(Stored data entries)

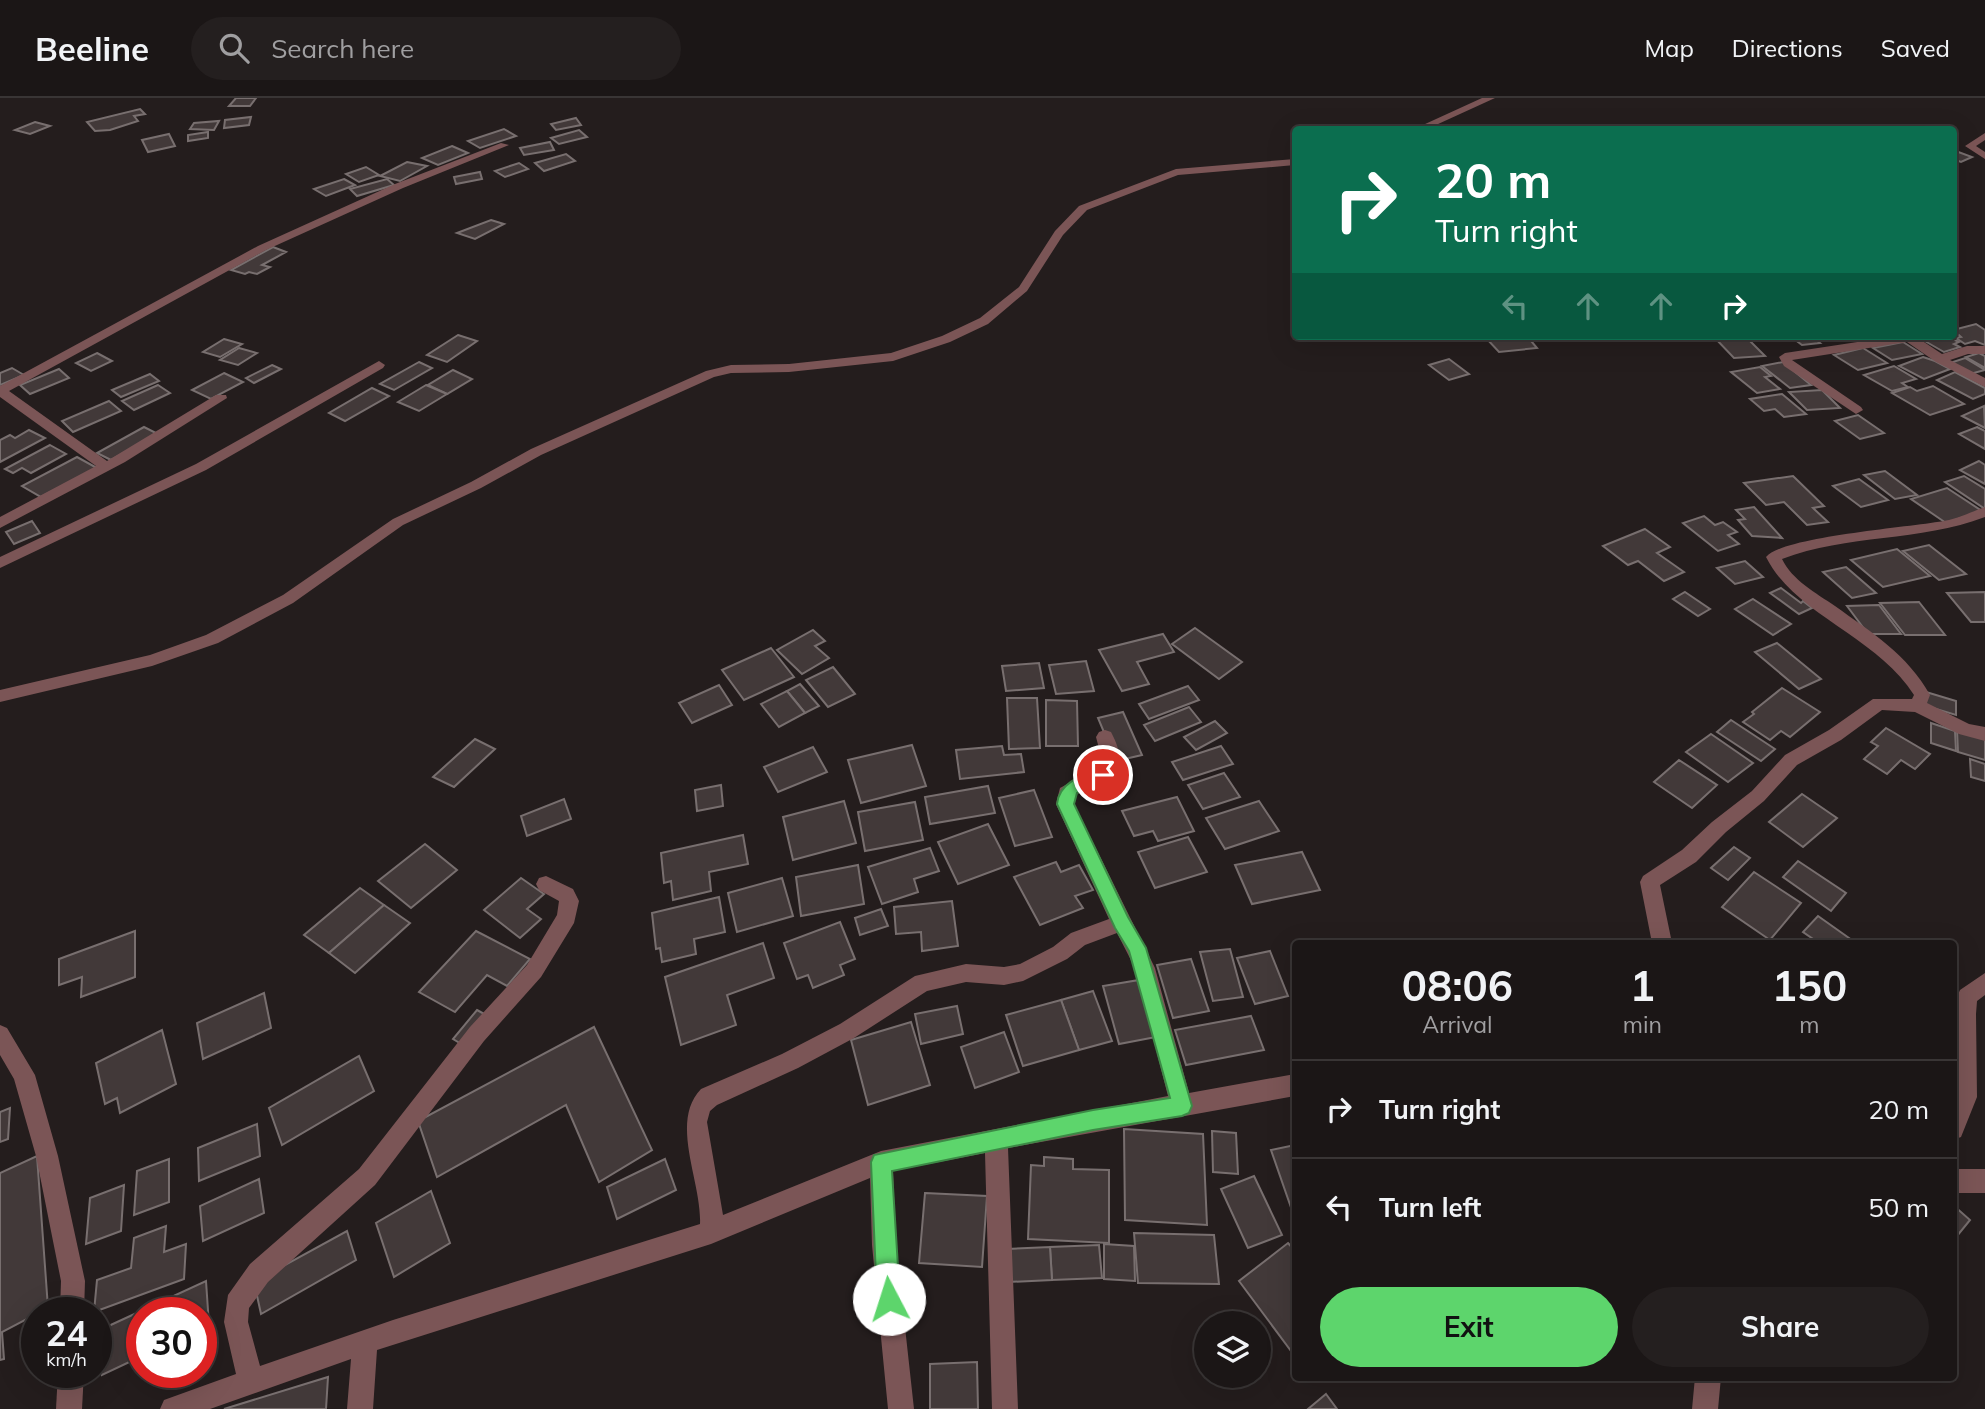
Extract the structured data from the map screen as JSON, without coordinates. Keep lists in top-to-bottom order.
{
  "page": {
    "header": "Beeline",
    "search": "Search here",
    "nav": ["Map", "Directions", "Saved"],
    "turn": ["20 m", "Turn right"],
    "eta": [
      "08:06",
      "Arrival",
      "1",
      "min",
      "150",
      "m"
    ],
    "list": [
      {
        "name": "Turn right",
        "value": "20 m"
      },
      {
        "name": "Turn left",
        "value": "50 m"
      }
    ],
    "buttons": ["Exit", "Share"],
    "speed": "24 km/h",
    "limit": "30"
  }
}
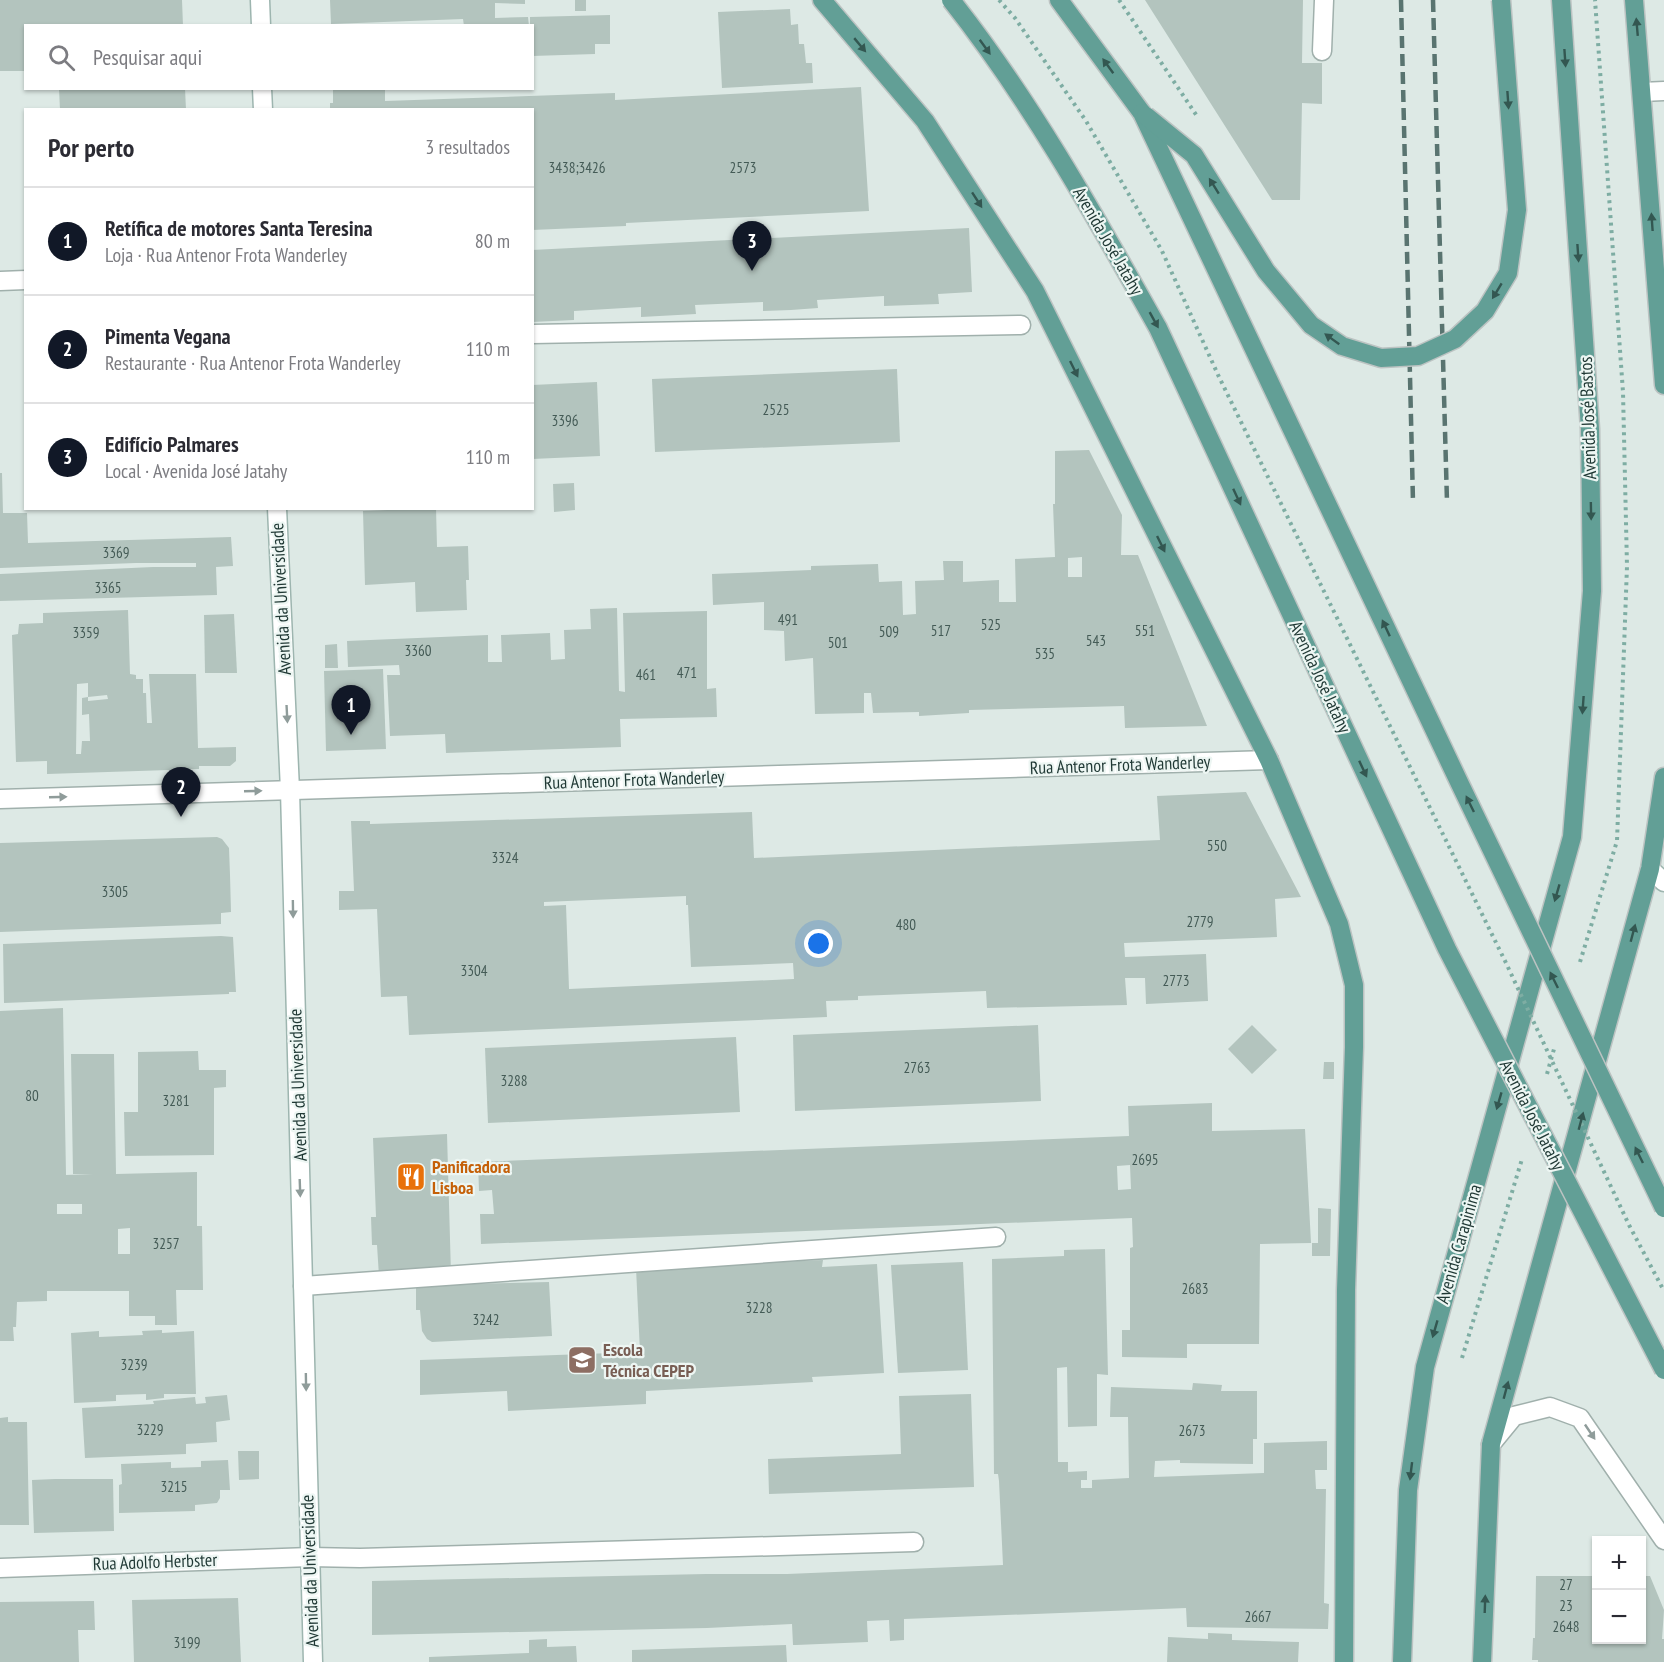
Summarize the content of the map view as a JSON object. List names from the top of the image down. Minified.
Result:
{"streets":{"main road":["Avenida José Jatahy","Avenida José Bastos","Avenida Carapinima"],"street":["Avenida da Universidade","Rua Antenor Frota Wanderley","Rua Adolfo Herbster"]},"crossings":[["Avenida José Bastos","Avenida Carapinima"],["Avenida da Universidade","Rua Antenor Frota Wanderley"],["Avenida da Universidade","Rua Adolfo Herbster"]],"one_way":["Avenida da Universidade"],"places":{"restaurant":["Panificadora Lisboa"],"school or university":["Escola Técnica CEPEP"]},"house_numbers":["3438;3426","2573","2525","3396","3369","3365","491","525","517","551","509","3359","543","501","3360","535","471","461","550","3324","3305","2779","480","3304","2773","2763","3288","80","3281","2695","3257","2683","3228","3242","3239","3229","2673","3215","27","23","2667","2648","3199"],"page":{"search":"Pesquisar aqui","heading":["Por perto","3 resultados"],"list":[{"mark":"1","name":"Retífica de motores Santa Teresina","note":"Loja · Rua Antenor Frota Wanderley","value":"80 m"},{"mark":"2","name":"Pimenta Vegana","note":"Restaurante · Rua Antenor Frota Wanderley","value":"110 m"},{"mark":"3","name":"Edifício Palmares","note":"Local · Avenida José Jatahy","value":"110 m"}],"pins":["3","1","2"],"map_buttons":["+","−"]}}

* _What needs to be done_:
Give the records again exactly, without pictures.

* _Output of the task_:
Extract the structured data from the map screen as JSON, without coordinates. Keep lists in top-to-bottom order.
{
  "page": {
    "header": "Beeline",
    "search": "Search here",
    "nav": ["Map", "Directions", "Saved"],
    "turn": ["20 m", "Turn right"],
    "eta": [
      "08:06",
      "Arrival",
      "1",
      "min",
      "150",
      "m"
    ],
    "list": [
      {
        "name": "Turn right",
        "value": "20 m"
      },
      {
        "name": "Turn left",
        "value": "50 m"
      }
    ],
    "buttons": ["Exit", "Share"],
    "speed": "24 km/h",
    "limit": "30"
  }
}
Summarize the content of the map view as a JSON object. List names from the top of the image down. Minified.
Result:
{"streets":{"main road":["Avenida José Jatahy","Avenida José Bastos","Avenida Carapinima"],"street":["Avenida da Universidade","Rua Antenor Frota Wanderley","Rua Adolfo Herbster"]},"crossings":[["Avenida José Bastos","Avenida Carapinima"],["Avenida da Universidade","Rua Antenor Frota Wanderley"],["Avenida da Universidade","Rua Adolfo Herbster"]],"one_way":["Avenida da Universidade"],"places":{"restaurant":["Panificadora Lisboa"],"school or university":["Escola Técnica CEPEP"]},"house_numbers":["3438;3426","2573","2525","3396","3369","3365","491","525","517","551","509","3359","543","501","3360","535","471","461","550","3324","3305","2779","480","3304","2773","2763","3288","80","3281","2695","3257","2683","3228","3242","3239","3229","2673","3215","27","23","2667","2648","3199"],"page":{"search":"Pesquisar aqui","heading":["Por perto","3 resultados"],"list":[{"mark":"1","name":"Retífica de motores Santa Teresina","note":"Loja · Rua Antenor Frota Wanderley","value":"80 m"},{"mark":"2","name":"Pimenta Vegana","note":"Restaurante · Rua Antenor Frota Wanderley","value":"110 m"},{"mark":"3","name":"Edifício Palmares","note":"Local · Avenida José Jatahy","value":"110 m"}],"pins":["3","1","2"],"map_buttons":["+","−"]}}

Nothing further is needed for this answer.